(Saved entries)
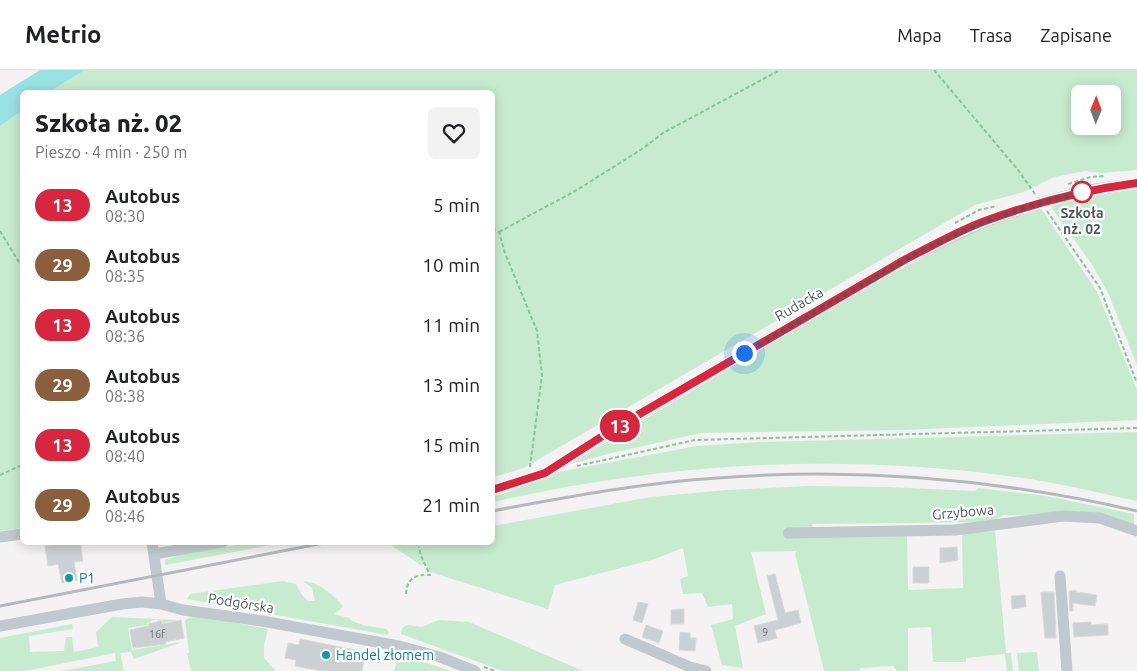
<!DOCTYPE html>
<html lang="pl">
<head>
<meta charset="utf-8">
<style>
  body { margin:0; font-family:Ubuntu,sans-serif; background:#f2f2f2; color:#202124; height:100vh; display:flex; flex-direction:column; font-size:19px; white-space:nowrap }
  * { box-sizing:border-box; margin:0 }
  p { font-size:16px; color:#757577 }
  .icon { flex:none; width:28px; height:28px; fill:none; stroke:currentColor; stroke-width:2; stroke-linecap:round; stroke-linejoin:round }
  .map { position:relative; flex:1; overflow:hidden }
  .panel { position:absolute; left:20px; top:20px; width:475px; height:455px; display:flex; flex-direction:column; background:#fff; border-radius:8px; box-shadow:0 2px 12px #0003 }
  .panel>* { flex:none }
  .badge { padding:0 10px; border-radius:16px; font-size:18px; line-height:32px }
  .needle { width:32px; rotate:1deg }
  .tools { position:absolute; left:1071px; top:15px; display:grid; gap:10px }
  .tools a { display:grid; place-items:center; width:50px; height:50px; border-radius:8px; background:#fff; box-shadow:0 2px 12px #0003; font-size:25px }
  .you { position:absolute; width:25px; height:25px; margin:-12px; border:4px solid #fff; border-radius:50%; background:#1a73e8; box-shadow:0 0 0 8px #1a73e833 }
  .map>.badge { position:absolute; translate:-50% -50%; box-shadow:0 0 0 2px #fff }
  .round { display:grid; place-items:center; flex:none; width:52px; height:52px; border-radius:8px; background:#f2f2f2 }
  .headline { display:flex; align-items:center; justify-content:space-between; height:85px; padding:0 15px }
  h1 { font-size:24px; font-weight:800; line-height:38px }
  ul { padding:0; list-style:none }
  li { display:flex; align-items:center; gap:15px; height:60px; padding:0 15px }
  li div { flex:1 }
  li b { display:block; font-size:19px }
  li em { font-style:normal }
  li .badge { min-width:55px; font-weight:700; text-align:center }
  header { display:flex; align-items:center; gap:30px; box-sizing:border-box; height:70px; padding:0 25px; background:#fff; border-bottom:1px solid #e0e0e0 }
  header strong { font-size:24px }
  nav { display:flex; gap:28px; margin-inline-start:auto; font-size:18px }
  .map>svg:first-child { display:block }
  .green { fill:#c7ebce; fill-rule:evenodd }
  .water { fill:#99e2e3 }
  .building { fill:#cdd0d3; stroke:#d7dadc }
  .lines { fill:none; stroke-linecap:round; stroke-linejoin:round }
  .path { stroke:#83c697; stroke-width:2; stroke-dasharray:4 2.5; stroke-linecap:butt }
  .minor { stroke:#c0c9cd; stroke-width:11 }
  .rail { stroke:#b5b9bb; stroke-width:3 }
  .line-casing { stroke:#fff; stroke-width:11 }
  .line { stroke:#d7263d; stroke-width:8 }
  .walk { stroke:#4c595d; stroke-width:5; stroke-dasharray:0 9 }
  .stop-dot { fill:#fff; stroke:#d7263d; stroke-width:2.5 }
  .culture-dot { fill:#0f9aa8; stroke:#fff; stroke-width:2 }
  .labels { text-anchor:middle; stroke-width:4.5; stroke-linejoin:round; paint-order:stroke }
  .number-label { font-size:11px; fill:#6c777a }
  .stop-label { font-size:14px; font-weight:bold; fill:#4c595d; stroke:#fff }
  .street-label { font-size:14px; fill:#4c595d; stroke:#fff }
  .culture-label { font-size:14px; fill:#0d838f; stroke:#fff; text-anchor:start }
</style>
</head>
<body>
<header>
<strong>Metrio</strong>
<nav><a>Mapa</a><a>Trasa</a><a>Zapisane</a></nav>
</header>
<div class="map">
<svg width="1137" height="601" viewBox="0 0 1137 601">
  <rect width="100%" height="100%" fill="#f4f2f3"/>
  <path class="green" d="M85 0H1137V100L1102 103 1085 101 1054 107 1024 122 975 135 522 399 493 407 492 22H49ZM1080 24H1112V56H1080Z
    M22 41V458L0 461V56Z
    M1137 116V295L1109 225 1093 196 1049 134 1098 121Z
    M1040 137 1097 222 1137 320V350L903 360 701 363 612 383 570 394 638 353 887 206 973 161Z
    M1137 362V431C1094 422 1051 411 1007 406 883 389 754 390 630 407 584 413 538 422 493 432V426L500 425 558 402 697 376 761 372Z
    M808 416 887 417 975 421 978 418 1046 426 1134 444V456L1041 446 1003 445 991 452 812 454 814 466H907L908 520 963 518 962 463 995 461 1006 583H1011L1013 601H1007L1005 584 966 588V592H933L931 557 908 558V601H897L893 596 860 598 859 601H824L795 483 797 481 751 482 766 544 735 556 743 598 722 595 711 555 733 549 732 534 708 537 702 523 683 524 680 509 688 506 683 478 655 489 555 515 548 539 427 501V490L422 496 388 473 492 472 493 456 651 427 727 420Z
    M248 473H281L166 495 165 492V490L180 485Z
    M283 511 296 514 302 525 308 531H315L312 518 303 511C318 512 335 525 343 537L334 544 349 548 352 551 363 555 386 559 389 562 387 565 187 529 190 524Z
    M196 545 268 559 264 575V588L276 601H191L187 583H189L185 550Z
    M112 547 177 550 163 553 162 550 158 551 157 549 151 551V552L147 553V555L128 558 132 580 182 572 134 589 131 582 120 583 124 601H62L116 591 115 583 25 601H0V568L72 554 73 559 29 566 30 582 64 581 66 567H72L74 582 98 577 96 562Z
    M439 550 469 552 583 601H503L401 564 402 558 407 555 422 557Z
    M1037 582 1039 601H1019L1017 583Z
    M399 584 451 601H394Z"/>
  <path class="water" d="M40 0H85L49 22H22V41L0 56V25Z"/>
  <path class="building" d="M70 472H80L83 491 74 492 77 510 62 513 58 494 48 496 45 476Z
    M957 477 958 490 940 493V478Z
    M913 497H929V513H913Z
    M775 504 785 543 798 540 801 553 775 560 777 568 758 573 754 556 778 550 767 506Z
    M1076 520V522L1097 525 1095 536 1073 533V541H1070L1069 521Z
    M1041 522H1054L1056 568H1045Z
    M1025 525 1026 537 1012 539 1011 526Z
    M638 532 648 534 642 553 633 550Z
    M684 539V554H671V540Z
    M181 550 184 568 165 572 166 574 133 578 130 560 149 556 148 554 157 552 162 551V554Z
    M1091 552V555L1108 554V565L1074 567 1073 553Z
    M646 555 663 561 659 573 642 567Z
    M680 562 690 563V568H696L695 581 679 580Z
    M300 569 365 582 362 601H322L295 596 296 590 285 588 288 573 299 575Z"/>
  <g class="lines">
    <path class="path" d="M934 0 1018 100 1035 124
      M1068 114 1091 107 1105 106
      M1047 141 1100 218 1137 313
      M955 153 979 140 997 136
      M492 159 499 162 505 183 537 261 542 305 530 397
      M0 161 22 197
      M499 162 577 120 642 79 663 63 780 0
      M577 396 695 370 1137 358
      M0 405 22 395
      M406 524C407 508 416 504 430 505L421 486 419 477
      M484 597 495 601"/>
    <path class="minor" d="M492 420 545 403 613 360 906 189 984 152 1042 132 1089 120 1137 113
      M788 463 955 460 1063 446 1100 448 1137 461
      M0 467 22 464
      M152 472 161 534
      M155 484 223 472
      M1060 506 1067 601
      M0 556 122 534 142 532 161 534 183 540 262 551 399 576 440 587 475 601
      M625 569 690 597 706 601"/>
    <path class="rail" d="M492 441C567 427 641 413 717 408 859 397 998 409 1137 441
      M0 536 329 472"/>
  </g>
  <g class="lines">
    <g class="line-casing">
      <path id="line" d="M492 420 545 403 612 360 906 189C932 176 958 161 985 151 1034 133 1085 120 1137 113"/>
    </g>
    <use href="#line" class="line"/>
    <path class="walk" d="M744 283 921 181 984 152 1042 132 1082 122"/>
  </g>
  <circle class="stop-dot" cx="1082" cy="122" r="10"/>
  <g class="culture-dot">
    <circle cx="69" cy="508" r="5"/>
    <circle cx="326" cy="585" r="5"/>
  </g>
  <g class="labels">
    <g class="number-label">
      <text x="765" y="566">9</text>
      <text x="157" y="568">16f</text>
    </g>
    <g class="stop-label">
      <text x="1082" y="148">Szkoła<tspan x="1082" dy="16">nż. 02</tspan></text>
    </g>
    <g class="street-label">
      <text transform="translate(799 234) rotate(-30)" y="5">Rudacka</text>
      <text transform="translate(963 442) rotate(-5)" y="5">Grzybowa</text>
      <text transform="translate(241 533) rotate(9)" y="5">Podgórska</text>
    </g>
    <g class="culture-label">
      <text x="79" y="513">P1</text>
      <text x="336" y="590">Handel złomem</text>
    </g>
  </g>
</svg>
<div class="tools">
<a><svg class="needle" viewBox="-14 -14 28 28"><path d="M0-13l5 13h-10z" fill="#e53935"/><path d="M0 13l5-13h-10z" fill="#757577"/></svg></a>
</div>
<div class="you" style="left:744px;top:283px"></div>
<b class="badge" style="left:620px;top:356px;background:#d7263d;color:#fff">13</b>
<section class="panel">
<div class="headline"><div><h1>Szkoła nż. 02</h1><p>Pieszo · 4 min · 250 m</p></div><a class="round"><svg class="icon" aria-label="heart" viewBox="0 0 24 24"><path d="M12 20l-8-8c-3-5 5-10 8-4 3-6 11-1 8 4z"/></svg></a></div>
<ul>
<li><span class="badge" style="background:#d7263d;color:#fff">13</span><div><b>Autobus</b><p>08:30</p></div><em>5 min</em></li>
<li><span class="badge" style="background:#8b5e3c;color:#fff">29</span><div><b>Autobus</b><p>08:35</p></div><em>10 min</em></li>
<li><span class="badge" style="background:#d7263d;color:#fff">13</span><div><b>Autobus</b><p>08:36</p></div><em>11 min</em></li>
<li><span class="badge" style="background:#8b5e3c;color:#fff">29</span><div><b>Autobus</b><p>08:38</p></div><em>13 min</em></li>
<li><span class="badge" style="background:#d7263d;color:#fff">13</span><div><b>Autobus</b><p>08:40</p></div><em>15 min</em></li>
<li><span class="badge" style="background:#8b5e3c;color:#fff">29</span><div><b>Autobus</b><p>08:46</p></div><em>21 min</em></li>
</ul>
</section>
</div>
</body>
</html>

* * *

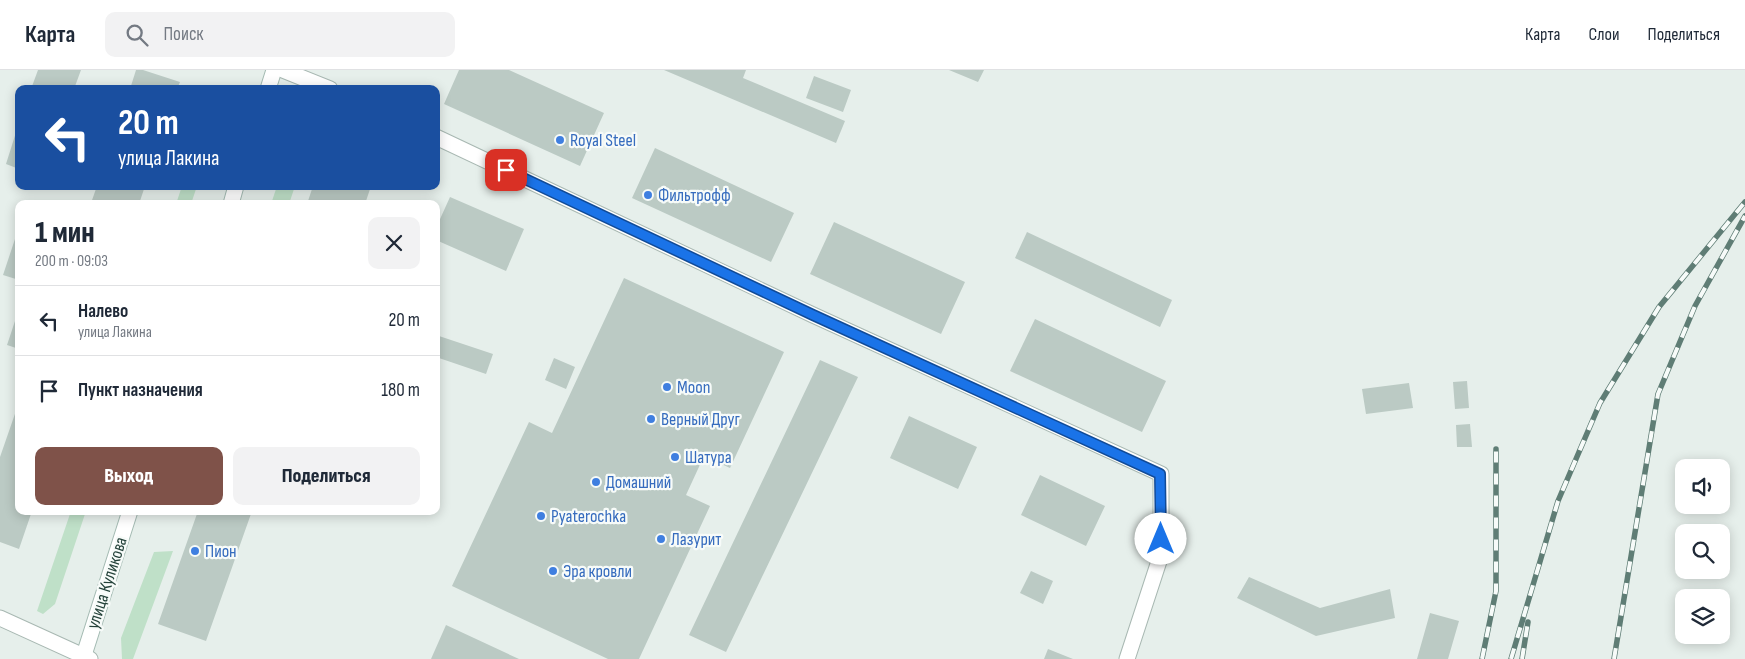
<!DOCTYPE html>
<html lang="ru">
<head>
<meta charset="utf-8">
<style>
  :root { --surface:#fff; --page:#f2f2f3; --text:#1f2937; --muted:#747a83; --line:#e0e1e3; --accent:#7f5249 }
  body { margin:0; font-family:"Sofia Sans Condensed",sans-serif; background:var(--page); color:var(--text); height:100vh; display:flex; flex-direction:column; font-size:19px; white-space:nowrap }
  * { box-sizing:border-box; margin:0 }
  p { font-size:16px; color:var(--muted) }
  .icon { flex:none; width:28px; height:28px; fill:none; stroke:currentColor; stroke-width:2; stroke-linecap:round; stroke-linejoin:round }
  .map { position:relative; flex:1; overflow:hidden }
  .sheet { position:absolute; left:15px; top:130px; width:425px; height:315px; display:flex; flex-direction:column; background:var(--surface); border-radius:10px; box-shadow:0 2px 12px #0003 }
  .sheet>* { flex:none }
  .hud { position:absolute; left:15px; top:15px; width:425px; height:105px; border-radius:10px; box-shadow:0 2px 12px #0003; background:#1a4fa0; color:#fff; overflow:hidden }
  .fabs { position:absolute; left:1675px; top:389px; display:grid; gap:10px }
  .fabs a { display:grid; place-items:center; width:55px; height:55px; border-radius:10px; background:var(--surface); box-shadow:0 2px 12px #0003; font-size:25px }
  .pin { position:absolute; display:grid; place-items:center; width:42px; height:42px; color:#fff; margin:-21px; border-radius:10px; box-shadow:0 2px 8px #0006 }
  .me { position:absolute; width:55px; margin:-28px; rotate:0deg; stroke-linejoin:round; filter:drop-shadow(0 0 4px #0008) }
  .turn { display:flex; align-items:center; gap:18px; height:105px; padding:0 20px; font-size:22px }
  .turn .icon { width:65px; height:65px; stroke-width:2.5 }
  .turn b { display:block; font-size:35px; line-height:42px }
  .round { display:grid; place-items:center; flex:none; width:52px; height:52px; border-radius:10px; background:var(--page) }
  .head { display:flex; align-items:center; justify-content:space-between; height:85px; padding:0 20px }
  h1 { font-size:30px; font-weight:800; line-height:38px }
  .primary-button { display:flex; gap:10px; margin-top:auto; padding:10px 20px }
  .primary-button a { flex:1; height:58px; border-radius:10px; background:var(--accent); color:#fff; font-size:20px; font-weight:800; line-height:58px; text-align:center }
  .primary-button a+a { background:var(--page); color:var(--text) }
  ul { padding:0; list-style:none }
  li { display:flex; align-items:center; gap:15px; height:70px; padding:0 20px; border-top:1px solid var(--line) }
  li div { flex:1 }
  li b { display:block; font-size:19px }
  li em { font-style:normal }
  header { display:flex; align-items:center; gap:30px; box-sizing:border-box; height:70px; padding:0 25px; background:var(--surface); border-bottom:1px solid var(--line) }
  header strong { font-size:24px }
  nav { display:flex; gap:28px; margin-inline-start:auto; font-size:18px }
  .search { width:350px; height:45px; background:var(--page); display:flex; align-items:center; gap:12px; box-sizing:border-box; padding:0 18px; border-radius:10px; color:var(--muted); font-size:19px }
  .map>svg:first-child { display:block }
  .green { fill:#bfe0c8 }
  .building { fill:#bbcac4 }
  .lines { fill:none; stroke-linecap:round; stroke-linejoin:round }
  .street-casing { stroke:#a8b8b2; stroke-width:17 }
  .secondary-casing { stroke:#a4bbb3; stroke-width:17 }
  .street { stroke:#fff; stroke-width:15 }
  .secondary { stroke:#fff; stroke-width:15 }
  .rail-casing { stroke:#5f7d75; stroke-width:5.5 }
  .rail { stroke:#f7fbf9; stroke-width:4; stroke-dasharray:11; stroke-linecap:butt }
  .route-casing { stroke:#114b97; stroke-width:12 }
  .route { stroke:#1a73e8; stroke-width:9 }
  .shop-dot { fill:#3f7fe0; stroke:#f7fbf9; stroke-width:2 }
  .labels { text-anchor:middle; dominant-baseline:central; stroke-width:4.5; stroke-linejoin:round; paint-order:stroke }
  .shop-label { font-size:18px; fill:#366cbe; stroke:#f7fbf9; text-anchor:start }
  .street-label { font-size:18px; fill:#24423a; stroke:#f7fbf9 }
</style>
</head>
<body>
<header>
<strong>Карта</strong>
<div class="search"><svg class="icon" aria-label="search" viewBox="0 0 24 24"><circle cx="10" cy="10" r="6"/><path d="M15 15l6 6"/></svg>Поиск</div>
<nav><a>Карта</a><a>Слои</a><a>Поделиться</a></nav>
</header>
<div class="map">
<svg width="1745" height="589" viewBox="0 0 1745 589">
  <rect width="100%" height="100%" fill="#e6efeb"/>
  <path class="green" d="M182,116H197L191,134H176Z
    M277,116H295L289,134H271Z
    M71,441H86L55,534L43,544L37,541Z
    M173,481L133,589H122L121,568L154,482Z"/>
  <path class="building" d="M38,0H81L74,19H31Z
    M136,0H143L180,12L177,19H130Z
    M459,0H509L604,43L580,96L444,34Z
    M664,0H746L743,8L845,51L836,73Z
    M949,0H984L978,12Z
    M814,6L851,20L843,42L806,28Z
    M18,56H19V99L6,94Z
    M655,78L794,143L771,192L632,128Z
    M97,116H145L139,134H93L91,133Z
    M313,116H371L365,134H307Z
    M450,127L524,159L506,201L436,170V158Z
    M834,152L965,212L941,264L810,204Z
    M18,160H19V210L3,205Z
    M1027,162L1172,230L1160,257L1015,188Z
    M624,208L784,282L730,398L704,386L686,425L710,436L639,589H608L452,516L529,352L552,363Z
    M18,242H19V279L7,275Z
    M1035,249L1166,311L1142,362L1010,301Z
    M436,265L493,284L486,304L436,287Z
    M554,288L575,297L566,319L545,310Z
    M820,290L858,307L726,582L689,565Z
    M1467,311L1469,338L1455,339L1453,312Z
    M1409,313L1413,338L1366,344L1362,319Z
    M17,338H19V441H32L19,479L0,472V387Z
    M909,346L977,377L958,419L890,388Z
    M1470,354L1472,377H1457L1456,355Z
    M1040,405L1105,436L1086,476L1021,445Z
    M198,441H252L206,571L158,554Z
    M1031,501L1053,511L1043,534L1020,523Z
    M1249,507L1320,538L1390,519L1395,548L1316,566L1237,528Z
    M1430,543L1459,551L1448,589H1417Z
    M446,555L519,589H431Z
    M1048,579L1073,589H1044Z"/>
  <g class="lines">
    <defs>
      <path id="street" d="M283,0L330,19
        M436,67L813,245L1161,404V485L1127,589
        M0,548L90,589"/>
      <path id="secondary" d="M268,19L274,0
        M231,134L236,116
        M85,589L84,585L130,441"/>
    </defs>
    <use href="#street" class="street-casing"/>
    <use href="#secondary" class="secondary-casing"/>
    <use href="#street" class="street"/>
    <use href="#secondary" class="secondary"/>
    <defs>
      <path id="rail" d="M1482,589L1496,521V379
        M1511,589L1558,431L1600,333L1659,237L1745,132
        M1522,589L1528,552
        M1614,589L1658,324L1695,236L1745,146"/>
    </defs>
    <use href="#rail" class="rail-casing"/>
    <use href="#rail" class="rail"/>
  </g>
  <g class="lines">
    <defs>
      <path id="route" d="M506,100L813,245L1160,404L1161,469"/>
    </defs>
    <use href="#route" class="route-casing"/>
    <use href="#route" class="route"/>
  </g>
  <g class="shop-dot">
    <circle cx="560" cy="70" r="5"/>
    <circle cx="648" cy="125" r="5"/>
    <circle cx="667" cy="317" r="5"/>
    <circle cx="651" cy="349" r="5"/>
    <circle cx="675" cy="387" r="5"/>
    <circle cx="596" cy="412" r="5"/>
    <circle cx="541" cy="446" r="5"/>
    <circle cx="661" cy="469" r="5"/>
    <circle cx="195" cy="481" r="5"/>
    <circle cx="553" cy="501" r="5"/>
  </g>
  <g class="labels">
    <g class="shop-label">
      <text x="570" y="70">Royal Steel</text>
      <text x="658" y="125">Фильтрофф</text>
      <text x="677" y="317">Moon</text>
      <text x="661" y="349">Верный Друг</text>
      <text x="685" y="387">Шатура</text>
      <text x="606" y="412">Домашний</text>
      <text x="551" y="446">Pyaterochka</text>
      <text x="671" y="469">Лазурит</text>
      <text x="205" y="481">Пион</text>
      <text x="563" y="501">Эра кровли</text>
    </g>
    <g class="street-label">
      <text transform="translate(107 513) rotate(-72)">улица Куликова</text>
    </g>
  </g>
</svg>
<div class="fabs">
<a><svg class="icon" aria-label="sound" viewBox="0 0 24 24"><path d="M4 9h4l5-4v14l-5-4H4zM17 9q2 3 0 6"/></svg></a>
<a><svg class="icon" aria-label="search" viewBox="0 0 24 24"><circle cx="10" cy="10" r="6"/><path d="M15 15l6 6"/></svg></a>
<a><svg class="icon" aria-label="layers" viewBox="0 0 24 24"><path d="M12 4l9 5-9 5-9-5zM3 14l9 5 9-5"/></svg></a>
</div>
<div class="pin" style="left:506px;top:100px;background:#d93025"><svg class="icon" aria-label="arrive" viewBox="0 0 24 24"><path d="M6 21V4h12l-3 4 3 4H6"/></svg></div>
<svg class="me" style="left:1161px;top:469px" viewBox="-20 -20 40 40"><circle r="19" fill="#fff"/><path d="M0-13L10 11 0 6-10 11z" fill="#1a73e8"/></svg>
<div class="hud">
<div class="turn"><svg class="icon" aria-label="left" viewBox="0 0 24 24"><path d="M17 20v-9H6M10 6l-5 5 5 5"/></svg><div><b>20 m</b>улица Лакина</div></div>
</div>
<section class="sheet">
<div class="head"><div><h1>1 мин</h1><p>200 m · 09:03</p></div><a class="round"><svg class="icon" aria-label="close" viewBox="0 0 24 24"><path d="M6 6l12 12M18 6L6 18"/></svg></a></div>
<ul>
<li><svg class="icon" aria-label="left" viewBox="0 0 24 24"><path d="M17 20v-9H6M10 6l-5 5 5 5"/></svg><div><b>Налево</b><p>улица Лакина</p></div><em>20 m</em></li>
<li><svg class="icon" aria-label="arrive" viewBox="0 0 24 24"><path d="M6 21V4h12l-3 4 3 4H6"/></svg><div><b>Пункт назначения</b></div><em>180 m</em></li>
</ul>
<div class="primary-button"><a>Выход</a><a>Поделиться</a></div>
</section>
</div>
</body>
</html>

PROBLEM TO WORK ON →
What is the number of lines in the data that include "tools"? Answer with that number alone.

OUTPUT BELOW →
3